"Creation began."
-James Blish, The Triumph of Time IN Blish, Cities in Flight (London, 1981), pp. 467-596 AT CHAPTER EIGHT, p. 596.
Returning to that conclusion of Volume I, when Wagoner wonders whether to sign his name, he reflects:
"There was writing enough in the stars that he could see, because he had written it there. There was a constellation called Wagoner, and every star in the sky belonged to it. That was surely enough." (p. 129)
What an inspiring introduction to a future history series. Wagoner has been responsible for the discovery of the antigravity and the antiagathics that make interstellar flight possible. Blish, more than any other future historian, devoted early instalments of a series to the invention of the necessary technology. Anderson devotes the first instalment of his Flying Mountains series to the discovery of gravity control, thus paralleling Blish.

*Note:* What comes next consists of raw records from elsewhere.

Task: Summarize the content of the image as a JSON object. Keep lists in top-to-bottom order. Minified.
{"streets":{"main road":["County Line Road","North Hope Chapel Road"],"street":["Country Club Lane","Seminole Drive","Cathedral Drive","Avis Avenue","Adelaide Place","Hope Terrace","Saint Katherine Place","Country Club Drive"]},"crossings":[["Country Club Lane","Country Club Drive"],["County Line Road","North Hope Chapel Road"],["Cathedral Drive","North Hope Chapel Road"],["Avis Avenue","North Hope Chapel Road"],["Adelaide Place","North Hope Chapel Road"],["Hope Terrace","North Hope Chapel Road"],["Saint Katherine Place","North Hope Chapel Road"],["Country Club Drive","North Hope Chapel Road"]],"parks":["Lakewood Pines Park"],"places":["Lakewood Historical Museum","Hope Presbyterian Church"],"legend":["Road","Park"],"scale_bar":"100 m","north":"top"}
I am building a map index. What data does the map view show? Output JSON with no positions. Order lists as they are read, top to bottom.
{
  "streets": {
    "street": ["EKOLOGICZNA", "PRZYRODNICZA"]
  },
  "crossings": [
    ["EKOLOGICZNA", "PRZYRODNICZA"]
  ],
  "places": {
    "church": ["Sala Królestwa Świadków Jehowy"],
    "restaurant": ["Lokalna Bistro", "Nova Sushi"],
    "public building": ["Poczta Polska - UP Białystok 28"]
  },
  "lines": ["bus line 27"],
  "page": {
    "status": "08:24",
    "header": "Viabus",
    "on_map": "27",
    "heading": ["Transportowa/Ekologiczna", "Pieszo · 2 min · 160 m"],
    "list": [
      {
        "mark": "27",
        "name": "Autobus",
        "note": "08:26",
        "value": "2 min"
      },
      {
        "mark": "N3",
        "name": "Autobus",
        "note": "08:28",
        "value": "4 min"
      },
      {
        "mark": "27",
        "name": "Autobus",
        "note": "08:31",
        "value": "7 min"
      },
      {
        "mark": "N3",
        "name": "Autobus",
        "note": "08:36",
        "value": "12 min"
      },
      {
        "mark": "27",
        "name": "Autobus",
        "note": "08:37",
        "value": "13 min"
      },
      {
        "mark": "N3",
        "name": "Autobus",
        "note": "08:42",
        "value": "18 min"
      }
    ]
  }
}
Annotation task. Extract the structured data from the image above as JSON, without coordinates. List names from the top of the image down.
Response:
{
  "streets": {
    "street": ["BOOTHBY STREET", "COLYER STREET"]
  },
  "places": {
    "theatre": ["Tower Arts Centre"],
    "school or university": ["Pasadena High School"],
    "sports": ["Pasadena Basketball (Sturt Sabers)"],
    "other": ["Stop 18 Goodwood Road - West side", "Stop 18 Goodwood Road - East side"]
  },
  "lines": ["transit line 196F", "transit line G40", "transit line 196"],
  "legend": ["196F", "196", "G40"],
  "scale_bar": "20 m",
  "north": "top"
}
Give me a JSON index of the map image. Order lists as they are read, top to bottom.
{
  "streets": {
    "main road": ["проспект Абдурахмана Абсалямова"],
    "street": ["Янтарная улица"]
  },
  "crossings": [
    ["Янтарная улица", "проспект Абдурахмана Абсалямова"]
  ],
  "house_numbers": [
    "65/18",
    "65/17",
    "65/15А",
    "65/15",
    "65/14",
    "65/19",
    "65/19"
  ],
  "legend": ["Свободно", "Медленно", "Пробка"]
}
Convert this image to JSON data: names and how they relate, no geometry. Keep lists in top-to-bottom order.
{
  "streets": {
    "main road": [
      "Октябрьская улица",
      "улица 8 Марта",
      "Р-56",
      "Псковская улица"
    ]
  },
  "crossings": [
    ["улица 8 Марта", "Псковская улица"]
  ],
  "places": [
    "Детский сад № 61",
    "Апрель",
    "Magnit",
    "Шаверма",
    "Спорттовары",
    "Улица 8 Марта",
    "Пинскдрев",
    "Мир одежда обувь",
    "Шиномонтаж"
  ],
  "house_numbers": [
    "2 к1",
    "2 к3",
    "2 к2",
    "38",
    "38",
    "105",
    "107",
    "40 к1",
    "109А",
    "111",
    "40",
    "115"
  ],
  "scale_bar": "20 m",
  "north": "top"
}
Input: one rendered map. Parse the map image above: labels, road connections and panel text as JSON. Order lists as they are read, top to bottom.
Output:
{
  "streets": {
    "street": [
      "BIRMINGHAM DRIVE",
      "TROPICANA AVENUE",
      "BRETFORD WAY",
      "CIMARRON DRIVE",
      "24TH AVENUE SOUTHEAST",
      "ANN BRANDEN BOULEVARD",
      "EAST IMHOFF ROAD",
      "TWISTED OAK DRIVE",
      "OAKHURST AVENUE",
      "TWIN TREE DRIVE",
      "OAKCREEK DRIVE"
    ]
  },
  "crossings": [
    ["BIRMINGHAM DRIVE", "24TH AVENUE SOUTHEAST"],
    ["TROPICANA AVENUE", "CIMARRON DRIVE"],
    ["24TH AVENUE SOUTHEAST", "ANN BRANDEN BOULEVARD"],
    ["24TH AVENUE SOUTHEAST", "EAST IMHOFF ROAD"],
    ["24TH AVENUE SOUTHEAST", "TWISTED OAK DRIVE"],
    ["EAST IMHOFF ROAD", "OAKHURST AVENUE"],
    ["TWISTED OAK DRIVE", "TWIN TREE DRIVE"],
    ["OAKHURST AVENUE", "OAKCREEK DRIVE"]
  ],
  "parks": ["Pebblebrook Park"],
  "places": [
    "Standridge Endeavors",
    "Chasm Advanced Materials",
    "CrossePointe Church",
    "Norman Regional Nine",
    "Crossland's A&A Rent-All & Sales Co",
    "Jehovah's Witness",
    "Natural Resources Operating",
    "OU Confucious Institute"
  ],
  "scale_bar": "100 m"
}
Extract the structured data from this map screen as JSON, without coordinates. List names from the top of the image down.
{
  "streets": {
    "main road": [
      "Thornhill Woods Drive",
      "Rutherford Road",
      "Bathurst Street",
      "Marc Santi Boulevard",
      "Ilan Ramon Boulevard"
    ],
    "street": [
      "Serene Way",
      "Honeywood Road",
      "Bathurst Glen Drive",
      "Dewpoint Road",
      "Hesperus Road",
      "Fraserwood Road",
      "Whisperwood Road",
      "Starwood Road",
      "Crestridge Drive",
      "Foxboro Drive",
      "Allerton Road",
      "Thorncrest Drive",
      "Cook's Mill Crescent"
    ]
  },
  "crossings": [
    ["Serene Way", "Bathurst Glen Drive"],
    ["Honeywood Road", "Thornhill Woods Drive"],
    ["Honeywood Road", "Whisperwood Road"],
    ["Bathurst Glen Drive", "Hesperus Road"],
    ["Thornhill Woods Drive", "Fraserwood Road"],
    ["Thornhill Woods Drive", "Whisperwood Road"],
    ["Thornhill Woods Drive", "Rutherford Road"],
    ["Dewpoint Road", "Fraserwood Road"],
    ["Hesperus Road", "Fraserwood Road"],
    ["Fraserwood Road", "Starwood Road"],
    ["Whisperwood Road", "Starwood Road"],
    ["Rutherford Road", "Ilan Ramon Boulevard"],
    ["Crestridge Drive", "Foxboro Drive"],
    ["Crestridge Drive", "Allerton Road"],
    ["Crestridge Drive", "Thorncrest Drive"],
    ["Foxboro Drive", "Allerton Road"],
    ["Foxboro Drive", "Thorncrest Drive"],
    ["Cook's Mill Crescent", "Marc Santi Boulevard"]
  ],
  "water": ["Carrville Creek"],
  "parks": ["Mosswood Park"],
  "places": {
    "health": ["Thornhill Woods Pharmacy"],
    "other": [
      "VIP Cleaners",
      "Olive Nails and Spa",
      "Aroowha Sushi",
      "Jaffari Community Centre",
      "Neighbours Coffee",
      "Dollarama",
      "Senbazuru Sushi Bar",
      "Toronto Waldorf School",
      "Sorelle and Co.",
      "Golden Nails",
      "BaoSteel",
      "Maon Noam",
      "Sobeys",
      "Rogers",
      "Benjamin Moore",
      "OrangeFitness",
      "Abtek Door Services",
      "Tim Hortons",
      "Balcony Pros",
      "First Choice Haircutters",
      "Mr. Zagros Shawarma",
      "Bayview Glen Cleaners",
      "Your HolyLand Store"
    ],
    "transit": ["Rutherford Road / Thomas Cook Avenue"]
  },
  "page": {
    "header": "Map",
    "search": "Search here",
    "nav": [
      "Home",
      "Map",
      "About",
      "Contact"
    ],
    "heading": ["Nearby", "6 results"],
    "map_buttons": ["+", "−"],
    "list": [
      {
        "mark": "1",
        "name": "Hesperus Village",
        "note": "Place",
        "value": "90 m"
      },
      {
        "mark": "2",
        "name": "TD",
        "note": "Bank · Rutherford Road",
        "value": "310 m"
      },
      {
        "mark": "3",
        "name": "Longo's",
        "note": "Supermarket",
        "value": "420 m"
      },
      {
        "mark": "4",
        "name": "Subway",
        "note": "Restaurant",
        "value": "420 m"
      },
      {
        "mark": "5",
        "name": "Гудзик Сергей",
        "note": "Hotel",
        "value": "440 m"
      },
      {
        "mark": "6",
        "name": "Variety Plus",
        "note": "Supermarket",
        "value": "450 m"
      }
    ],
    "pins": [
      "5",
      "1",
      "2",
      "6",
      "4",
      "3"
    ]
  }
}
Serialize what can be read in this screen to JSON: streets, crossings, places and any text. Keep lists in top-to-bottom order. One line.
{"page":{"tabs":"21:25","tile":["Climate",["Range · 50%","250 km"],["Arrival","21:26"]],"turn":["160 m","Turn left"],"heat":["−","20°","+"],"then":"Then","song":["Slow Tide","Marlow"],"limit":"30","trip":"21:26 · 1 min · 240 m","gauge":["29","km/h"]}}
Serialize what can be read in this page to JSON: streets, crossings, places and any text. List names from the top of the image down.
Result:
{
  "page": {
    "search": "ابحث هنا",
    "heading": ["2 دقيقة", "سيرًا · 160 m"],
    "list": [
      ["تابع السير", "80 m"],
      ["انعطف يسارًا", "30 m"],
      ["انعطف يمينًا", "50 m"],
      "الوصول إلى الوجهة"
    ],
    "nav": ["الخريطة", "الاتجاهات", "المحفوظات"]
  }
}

Blish's canon is smaller. In Cities in Flight, the interstellar traders and empires exist only in Volumes II and III. We blog more about Anderson partly because of his larger output.
1 comment:
Kaor, Paul!
And, IMO, partly because Anderson was a more interesting and varied writer than Blish. I think Blish will be best known mostly because of A CASE OF CONSCIENCE, with most of his other works falling into obscurity.